Workspace Node: C&RT Regression - Specifications - Stopping Tab

In the C&RT Regression node dialog box, under the Specifications heading, select the Stopping tab to access the following options.

The size of the tree is an important issue in computing Classification and Regression Trees. You don't want the tree to grow to an undesirable size, which could make the interpretation of results difficult. You can keep a check on the size of the tree by using the options available on the Stopping tab. This tab contains two group boxes: Stopping rule and Stopping parameters, which contain options to choose a criterion for selecting the right-sized tree.

Element Name Description
Stopping rule If the dependent variable for the current analysis is categorical in nature, and the objective of the analysis is to classify cases (observations) into the categories defined in the dependent variable, this box will contain three stopping rules: Prune on misclassification error, Prune on deviance, and FACT-style direct stopping. If the dependent variable is continuous, two stopping rules are available: Prune on variance and FACT-style direct stopping. Refer to Computational Details for information concerning these stopping rules; see also Ripley (1996) for detailed discussions of these measures.
Prune on variance One of the ways in which the size of the tree can be checked is by pruning the tree, i.e., by removing parts of trees with the aim of computing the right-sized tree. If the dependent variable is continuous (regression), the measure used is the variance of cases in a node. Select the Prune on variance option button to prune on the basis of variance.
Prune on misclassification error This option uses costs that equal the misclassification rate when priors are estimated and misclassification costs are equal. Select the Prune on misclassification error option button to prune on the basis of misclassification error.
Prune on deviance Deviance is a measure of fit that is based on the likelihood principle. This option will use the difference between the log-likelihood of the best model and the current model as a basis for pruning when the dependent variable is categorical (see Ripley, 1996). Select the Prune on deviance option button to prune the trees on the basis of deviance.
FACT-style direct stopping Select this option to directly stop the growth of the tree based upon a fraction of cases (regression) or a fraction of cases within a specific category of the response (classification). This is in contrast to the other stopping rules, which all involve pruning a tree, that is, growing the tree too large and then pruning the tree until only the root node remains. This process of pruning creates a sequence of trees that vary in size from the largest tree grown to the root node. By using v-fold crossvalidation coupled with the standard error rule, Statistica selects the optimal tree in this sequence.
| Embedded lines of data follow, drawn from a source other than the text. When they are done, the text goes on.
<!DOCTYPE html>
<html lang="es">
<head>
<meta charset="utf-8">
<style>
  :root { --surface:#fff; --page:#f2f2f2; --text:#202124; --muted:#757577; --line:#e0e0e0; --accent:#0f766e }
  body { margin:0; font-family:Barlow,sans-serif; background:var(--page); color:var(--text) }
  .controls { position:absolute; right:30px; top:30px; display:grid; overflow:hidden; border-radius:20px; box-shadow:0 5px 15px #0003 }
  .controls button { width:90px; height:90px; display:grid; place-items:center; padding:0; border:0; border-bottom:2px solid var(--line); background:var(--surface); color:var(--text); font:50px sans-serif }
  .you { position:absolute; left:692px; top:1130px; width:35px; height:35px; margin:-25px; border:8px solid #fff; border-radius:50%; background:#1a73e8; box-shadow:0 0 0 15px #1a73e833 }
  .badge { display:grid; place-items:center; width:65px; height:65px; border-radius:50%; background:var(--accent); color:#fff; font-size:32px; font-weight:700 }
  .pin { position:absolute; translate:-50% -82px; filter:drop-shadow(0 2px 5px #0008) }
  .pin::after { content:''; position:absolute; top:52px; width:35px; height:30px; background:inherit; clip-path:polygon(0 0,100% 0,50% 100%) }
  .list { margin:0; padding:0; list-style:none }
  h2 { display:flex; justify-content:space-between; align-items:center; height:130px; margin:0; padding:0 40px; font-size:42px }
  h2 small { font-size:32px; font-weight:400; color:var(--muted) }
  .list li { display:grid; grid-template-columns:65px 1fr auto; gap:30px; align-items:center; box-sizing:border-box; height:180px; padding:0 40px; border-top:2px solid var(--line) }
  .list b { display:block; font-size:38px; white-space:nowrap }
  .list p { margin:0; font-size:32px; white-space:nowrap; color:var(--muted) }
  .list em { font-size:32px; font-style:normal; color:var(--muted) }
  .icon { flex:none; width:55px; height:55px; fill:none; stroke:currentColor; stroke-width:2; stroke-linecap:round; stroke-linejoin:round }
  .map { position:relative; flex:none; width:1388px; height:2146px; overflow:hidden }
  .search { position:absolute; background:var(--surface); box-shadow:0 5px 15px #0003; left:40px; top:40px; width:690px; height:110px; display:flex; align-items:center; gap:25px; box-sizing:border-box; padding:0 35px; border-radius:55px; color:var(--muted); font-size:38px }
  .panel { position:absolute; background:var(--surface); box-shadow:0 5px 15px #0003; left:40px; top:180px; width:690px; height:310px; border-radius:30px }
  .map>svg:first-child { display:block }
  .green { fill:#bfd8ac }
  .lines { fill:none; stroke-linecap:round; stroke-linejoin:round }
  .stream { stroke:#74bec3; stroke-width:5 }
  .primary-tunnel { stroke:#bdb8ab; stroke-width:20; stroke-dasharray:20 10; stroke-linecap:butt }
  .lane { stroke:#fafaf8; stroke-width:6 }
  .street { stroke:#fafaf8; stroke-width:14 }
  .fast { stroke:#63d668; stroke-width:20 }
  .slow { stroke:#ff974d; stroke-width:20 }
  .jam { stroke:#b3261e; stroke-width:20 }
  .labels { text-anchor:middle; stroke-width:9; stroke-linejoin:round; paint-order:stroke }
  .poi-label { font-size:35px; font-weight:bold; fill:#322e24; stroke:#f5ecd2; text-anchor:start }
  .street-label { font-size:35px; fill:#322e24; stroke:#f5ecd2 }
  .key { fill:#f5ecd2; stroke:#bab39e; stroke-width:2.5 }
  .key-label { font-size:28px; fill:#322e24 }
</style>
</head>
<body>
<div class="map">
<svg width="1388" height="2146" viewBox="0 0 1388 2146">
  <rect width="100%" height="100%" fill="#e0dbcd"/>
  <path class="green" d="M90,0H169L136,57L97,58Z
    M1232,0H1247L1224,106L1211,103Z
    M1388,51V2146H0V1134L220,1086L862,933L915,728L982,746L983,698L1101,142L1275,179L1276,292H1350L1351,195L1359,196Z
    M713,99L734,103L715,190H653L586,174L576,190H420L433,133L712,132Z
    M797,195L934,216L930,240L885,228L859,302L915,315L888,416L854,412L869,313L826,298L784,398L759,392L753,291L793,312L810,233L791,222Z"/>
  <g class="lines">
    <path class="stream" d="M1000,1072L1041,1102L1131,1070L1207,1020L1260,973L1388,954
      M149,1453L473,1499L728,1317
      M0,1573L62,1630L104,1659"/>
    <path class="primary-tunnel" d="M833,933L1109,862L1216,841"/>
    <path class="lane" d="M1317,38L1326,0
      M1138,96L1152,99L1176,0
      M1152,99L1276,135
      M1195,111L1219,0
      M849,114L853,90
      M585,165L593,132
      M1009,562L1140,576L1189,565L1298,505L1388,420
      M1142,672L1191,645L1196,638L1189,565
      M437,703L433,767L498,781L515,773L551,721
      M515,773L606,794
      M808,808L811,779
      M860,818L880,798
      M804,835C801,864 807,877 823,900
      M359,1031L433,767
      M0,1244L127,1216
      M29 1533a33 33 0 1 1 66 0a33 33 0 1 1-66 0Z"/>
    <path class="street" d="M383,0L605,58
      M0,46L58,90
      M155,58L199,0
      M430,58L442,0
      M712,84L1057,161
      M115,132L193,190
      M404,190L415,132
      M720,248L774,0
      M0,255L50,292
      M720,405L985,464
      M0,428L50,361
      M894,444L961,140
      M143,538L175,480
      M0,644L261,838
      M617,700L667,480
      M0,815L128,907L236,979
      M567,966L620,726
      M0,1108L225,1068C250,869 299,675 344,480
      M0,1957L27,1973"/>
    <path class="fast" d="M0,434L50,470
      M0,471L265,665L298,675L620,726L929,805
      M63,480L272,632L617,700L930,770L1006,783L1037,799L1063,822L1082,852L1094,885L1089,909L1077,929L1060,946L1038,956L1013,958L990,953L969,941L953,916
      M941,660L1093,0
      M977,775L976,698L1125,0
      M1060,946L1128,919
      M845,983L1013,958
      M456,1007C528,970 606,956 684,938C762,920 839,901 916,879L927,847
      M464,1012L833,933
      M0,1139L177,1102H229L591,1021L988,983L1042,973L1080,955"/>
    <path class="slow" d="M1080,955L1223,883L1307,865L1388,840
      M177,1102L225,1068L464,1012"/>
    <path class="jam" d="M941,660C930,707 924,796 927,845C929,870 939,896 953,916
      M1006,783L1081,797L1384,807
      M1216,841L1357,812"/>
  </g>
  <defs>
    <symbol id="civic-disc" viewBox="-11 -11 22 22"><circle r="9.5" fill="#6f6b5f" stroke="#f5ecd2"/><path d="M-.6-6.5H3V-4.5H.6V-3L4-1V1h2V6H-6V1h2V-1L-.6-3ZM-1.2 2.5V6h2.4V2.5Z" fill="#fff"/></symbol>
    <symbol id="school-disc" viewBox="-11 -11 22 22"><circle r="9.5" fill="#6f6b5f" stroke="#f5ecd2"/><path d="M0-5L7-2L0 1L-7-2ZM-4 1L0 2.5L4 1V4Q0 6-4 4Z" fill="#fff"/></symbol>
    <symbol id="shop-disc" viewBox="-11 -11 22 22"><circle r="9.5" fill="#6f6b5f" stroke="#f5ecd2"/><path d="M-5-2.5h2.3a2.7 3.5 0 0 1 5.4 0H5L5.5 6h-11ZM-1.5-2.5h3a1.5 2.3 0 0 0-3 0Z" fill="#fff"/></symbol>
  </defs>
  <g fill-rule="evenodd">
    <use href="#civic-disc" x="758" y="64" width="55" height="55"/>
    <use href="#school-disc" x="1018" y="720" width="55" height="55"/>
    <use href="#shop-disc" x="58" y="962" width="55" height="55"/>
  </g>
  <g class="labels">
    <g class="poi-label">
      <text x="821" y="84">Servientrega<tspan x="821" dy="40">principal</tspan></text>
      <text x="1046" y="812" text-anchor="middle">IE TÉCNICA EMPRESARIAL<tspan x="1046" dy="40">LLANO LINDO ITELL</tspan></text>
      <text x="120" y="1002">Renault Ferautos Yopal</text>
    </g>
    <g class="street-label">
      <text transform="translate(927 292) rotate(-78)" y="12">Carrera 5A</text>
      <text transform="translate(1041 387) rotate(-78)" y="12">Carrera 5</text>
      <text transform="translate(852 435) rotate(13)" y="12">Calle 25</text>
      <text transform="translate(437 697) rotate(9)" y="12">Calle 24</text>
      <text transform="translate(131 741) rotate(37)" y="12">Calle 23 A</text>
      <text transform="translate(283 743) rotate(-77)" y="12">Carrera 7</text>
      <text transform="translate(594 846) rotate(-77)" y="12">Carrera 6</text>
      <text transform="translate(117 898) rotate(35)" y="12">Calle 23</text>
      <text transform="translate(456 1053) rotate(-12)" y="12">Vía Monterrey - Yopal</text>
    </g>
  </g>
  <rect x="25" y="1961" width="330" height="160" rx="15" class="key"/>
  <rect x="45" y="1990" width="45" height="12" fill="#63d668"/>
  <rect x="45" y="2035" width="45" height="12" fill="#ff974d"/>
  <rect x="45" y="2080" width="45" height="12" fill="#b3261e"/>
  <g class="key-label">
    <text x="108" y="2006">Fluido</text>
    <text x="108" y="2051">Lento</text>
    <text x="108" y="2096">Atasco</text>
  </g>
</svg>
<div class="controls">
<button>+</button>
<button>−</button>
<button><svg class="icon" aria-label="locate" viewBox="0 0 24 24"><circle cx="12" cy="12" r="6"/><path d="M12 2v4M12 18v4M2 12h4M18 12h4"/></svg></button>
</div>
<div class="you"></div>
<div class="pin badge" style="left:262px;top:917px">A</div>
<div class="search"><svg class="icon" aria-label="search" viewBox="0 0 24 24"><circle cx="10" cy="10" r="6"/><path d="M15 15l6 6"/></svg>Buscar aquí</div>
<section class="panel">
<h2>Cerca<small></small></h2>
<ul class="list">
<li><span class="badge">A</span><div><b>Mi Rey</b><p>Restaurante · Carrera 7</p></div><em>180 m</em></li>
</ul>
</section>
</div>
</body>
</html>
With the FACT-style direct stopping method, the process of pruning is completely omitted and the growth of the tree is based solely on the fraction of objects option (see below).
Stopping parameters Use these options to control when split selection stops and, if a pruning method is selected as the Stopping rule, when pruning begins and which pruned tree is selected as the right-sized tree.
Minimum n (%) of cases If a pruning method is selected in the Stopping rule group box, i.e., Prune on misclassification error or Prune on deviance, enter a value for the Minimum n cases. If the number of observations within the node is less than this value, the node will not be considered for splitting.
Maximum n of levels Use this option to specify the maximum number (n) of levels in the tree.
Fraction of objects If FACT-style direct stopping is selected as the Stopping rule (see above), the value in the Fraction of objects box is used to stop the growth of the tree. For regression problems, a node will not be split if the relative frequency within the node falls at or below the value in the Fraction of objects box.
Minimum n in child nodes If a pruning method is selected in the Stopping rule group box, i.e., Prune on misclassification error or Prune on deviance, use this option to control the smallest permissible number in a child node, for a split to be applied. While the Minimum n parameter determines whether an additional split is considered at any particular node, the Minimum n in child node parameter determines whether a split will be applied, depending on whether any of the two resultant child nodes will be smaller (have fewer cases) than n as specified via this option.
Maximum n of nodes The value supplied in this box will be used for stopping on the basis of the number of nodes in the tree. Each time a parent node is split, the total number of nodes in the tree is examined, and the splitting is stopped if this number exceeds the number specified in Maximum n nodes box. Options / C / W. See Common Options.
OK Click the OK button to accept all the specifications made in the dialog box and to close it. The analysis results will be placed in the Reporting Documents node after running (updating) the project.